EXERCISE DIRECTIONS ->
From the first line of the material below to the line containing "ctx.lineWidth = width;", repeat every line exactly and add nothing.
━━━ RECORDS SUPPLIED ━━━
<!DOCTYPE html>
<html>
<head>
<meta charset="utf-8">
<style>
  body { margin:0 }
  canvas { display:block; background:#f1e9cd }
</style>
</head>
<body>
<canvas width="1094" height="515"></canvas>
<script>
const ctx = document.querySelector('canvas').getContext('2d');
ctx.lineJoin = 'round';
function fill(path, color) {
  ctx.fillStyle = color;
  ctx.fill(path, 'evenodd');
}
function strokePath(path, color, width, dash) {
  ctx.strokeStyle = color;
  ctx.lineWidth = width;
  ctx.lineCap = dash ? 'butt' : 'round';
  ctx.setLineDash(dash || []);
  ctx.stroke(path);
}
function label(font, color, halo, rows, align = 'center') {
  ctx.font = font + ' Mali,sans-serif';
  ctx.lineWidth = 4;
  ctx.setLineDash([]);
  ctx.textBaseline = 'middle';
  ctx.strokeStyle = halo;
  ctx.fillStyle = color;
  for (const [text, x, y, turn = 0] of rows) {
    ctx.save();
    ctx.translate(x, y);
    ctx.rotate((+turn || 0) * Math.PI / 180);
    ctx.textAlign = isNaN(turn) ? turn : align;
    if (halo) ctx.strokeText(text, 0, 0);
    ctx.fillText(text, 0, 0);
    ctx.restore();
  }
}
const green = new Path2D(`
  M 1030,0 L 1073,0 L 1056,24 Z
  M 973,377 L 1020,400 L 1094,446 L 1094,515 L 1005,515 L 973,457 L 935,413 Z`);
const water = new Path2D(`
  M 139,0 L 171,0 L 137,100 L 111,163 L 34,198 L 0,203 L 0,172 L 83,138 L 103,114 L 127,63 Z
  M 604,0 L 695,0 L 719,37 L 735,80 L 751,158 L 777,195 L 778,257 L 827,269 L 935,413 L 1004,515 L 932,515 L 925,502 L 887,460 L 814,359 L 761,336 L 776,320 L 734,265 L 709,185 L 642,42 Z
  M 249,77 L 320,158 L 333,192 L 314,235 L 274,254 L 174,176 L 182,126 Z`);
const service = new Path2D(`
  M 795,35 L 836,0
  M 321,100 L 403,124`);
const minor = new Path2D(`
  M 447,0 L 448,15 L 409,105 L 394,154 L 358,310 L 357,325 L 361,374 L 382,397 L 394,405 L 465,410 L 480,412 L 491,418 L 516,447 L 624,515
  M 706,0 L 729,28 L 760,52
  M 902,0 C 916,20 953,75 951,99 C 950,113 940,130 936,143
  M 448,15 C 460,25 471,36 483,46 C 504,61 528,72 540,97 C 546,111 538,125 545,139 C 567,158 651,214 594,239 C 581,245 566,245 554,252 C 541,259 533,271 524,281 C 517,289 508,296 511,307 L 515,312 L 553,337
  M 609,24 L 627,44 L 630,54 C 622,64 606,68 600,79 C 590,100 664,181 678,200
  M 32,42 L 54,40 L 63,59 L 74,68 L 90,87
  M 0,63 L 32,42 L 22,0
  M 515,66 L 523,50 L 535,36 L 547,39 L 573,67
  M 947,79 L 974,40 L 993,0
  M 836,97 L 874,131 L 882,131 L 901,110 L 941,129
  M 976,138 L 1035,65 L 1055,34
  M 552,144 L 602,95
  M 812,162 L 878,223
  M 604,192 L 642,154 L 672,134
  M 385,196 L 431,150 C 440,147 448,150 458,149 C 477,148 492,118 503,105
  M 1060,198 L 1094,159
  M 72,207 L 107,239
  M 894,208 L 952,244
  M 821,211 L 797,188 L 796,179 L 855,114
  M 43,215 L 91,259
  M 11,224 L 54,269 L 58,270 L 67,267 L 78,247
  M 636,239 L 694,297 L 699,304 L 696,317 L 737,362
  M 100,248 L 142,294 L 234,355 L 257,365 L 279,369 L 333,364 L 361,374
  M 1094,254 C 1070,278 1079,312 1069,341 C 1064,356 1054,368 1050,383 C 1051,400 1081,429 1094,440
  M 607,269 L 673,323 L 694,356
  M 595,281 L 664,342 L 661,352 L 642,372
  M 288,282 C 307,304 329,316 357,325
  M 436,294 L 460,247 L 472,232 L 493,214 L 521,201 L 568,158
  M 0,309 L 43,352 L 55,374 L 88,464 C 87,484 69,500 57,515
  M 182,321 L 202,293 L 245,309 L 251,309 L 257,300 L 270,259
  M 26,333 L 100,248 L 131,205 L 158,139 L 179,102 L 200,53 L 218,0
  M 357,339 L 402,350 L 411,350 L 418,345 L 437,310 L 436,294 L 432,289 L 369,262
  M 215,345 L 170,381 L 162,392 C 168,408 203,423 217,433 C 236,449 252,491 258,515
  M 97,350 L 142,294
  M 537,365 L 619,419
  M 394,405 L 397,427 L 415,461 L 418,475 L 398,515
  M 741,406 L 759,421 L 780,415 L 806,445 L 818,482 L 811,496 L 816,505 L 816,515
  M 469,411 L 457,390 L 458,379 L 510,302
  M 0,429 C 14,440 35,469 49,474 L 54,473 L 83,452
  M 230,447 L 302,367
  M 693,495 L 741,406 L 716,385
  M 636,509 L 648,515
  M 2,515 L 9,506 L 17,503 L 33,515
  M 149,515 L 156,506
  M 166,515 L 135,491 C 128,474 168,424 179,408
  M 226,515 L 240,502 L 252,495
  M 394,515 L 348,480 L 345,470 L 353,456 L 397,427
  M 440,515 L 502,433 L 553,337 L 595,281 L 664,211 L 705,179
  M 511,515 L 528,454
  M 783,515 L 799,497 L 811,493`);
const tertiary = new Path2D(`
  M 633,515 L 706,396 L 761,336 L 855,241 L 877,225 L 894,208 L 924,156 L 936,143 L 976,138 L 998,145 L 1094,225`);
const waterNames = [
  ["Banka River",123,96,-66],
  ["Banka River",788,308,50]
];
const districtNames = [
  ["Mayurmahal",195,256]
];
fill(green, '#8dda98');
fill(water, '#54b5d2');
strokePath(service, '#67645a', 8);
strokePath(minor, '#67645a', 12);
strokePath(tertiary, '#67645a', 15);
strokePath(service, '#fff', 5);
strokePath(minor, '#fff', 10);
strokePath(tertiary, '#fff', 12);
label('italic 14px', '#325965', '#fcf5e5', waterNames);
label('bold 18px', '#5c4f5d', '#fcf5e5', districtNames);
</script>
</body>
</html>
━━━
ANSWER TO THIS PROBLEM ->
<!DOCTYPE html>
<html>
<head>
<meta charset="utf-8">
<style>
  body { margin:0 }
  canvas { display:block; background:#f1e9cd }
</style>
</head>
<body>
<canvas width="1094" height="515"></canvas>
<script>
const ctx = document.querySelector('canvas').getContext('2d');
ctx.lineJoin = 'round';
function fill(path, color) {
  ctx.fillStyle = color;
  ctx.fill(path, 'evenodd');
}
function strokePath(path, color, width, dash) {
  ctx.strokeStyle = color;
  ctx.lineWidth = width;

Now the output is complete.